Outside of national politics, Pacific women are often visible as leaders. The study found that Pacific women from places as far afield as Bougainville and Samoa are leaders in diverse fields including local government, civil service, private business, and civil society.
Leadership in Pacific women’s lives does not fit nicely into one category. Few women in the study were only leaders in local government or in business. For most of the women in the study, leadership began at an early age and continues to be expressed across many areas of their lives, for example within their extended family or in their church. These spaces and women’s roles within them need to be considered when planning initiatives to support Pacific women leaders.
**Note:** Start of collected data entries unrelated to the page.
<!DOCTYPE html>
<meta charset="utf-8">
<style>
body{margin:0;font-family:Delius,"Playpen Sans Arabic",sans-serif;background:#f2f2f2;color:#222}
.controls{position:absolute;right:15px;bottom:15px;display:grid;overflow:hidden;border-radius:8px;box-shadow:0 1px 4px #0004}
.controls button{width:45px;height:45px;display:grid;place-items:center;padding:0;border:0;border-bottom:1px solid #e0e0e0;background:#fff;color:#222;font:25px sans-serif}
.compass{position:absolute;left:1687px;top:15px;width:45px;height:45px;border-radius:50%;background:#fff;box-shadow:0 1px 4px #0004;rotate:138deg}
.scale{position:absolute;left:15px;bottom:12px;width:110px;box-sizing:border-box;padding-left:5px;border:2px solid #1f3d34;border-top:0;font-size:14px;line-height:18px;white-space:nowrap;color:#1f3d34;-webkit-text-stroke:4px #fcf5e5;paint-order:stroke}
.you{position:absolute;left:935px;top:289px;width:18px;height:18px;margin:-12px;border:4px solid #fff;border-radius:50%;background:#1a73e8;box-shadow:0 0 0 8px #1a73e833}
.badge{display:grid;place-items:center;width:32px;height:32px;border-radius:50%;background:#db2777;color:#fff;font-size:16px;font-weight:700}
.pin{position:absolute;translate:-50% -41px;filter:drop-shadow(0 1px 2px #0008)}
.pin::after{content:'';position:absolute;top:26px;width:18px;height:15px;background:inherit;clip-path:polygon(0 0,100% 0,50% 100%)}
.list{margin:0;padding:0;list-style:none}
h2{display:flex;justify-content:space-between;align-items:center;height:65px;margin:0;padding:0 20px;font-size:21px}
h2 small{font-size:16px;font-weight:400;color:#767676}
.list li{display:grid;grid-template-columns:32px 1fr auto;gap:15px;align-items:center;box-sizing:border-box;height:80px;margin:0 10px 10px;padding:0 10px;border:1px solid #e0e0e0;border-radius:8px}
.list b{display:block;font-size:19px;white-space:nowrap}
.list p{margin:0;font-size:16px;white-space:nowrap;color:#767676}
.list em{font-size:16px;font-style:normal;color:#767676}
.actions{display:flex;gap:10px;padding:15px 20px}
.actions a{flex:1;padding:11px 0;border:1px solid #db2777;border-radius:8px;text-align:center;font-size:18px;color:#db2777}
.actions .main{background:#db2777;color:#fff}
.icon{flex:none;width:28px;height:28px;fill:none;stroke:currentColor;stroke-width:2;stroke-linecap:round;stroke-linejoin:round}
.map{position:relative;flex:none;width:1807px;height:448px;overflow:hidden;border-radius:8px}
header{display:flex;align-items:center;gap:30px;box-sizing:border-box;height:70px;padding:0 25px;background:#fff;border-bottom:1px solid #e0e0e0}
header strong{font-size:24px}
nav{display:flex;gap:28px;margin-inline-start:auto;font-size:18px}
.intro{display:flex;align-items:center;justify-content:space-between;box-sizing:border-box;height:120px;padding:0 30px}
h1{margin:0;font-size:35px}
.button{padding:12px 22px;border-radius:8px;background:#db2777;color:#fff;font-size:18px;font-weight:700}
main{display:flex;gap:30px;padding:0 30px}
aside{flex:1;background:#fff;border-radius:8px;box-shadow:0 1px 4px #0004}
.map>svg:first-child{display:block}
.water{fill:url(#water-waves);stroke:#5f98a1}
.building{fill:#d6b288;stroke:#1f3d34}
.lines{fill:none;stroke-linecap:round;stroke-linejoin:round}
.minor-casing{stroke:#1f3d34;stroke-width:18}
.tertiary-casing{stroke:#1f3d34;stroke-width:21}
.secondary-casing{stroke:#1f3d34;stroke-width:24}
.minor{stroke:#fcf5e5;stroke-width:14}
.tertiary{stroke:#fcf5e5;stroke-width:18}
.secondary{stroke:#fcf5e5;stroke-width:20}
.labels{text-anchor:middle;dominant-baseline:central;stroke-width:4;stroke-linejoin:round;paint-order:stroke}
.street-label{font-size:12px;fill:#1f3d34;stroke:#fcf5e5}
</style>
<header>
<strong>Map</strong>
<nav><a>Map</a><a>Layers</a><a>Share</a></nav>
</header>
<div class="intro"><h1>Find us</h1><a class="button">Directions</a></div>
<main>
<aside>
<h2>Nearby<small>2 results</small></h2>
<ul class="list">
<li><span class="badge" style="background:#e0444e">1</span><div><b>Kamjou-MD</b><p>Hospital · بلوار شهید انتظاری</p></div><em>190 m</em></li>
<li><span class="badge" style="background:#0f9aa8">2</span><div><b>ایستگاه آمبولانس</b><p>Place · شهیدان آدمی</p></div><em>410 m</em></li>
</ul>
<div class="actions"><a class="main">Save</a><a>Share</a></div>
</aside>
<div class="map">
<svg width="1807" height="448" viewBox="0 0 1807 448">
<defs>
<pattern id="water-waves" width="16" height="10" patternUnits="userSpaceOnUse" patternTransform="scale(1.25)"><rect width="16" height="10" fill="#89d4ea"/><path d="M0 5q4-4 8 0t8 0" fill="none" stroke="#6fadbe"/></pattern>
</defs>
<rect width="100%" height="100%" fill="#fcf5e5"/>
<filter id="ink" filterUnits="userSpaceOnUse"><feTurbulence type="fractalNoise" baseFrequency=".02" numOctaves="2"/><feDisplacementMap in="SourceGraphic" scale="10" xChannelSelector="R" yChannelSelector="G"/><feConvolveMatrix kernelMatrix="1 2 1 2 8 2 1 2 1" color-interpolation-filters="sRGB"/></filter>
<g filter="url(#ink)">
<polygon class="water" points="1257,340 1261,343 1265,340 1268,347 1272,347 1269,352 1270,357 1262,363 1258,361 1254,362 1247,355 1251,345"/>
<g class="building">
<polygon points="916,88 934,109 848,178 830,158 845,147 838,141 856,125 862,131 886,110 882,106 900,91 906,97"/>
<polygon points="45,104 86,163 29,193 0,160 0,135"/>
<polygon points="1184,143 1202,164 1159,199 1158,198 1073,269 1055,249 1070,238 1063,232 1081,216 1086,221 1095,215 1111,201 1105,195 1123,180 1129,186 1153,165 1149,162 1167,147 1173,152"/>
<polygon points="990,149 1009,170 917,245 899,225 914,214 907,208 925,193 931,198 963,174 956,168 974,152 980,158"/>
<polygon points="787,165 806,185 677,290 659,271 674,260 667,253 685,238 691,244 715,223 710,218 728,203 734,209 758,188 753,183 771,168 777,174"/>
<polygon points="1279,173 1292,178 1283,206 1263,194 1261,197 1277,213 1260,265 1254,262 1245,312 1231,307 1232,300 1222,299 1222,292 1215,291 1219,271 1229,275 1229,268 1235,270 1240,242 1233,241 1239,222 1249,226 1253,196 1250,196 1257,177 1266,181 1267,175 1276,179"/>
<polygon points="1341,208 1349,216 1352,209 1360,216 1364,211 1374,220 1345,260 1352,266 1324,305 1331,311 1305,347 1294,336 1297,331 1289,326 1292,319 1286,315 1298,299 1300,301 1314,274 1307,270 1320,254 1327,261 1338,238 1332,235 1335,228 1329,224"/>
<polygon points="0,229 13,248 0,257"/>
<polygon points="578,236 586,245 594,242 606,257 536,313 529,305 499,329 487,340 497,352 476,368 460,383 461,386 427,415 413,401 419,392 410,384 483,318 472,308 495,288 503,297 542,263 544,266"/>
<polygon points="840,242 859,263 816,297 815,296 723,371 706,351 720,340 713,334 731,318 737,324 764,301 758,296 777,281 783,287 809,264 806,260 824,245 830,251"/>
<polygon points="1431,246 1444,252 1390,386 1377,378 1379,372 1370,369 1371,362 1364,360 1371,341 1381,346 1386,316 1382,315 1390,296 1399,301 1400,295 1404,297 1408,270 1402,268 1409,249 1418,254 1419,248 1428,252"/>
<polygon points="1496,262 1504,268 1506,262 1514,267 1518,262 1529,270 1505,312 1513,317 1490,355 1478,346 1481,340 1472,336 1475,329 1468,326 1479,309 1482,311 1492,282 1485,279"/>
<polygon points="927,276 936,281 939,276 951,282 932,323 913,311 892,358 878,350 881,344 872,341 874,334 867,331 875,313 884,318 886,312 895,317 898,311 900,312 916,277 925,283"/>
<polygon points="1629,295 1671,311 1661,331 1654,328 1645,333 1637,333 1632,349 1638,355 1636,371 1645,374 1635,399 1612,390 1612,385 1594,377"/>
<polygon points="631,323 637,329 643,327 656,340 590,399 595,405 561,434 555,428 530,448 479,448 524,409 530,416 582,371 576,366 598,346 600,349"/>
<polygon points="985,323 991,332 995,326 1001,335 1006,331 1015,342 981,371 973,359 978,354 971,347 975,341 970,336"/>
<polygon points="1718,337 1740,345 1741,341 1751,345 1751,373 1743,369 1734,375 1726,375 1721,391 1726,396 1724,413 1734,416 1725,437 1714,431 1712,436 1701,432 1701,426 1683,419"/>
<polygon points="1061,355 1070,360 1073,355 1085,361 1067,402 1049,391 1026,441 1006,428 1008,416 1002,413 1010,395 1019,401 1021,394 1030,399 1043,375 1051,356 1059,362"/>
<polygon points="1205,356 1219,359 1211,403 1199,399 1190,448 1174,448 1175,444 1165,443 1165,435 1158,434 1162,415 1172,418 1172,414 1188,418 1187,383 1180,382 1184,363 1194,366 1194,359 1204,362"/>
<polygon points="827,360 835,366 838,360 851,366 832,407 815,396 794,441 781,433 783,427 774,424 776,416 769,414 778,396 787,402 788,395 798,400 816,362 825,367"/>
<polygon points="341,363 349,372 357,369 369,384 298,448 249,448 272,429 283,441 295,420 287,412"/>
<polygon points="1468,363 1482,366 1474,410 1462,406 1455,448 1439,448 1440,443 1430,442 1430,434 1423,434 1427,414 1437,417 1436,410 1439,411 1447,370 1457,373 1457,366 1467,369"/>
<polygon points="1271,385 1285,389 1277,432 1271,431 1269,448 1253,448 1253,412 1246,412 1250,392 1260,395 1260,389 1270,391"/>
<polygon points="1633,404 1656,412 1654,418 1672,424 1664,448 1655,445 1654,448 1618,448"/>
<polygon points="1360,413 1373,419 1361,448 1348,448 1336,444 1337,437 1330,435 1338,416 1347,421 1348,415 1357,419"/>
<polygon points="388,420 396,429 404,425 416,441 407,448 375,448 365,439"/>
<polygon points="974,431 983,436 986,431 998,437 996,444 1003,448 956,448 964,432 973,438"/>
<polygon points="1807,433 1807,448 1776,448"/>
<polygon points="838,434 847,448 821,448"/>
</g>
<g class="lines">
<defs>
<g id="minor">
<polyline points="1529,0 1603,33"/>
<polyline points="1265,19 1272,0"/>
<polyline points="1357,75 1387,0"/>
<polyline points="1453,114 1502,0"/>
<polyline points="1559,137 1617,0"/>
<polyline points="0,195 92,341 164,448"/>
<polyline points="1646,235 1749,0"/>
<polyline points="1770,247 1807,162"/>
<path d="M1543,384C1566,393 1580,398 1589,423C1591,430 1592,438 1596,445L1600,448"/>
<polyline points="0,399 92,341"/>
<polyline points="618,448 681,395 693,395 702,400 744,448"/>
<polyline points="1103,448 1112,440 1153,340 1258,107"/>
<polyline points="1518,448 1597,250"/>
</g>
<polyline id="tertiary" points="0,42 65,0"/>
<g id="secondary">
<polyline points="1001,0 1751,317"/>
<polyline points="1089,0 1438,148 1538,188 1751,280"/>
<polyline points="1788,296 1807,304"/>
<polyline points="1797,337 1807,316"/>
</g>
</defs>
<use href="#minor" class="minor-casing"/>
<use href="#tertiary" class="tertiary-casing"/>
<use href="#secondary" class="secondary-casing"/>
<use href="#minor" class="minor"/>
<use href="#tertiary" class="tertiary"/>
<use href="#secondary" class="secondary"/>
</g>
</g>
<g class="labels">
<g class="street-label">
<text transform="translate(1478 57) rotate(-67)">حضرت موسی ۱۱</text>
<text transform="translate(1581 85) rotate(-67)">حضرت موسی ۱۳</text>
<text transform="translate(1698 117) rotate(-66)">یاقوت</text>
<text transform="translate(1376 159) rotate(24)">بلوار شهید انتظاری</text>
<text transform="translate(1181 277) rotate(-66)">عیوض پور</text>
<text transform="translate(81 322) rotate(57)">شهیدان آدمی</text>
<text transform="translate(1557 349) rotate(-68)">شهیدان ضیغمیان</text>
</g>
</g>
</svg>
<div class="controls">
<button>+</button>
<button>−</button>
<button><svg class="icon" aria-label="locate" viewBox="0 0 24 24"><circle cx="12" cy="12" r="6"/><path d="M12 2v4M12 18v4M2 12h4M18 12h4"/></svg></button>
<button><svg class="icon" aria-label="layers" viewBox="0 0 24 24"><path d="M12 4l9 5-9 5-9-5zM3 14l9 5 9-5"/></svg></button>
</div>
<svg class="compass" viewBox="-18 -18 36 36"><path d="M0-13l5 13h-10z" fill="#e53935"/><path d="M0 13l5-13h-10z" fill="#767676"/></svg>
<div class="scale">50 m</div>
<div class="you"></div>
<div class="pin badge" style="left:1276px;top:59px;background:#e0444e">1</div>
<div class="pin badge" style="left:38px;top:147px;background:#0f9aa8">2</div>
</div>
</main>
Local government in Bougainville and the Solomon Islands is already an important entry point for women’s political leadership. Both countries have women elected into local government. The example of Bougainville is especially important because it has had its own indigenous special measures in place for women in politics since independence. Their experiences can be used to better understand how women can enter politics and also may be a stepping-stone into other types of leadership.
Across most of the countries, critical women actors are already working together and with certain men, to successfully lobby for policy and legislative reform at national and local levels. This type of work may be carried out discreetly through informal networks as in the Solomon Islands or openly through formal networks as in Samoa with WinLa.
Culture is often cited as a barrier for women’s leadership in the Pacific. In some cases, culture does seem to be a real barrier for women and men to support women leaders. But such a view of Pacific cultures may be too rigid to be true in all situations. Many Pacific women do use or see potential to use culture to access spaces of leadership or to gain changes in policy, practice or legislation that substantively support women’s rights.